Pull every line holding the word "House" from the data below and copy it.

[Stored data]
-*-
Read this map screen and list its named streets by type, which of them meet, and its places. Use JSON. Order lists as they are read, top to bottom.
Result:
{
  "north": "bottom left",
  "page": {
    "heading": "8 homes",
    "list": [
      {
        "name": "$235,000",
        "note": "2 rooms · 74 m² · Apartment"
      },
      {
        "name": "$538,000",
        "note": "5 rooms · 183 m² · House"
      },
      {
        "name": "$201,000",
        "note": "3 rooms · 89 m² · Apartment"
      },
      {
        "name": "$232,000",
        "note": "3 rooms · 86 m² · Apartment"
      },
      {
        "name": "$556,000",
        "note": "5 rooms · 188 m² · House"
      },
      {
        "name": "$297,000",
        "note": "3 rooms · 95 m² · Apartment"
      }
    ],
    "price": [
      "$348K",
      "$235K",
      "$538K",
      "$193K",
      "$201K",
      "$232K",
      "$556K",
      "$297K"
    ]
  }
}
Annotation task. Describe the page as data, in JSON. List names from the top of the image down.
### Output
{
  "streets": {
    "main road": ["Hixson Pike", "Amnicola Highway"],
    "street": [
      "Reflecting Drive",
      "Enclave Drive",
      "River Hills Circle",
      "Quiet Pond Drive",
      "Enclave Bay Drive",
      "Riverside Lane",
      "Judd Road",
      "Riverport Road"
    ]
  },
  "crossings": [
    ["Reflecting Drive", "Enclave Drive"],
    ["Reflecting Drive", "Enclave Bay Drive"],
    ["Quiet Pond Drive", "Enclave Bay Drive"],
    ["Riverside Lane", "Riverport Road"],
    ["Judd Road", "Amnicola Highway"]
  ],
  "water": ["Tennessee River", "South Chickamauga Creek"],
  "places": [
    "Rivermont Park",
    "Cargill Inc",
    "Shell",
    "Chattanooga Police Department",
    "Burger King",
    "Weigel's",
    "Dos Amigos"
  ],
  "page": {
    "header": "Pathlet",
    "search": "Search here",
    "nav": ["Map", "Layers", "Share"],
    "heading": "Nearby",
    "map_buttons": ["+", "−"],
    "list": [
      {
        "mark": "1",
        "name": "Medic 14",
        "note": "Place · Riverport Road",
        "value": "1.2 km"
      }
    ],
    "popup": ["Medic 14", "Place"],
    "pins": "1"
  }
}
-*-
**SOLUTION TO THE EXERCISE**
        "note": "5 rooms · 183 m² · House"
        "note": "5 rooms · 188 m² · House"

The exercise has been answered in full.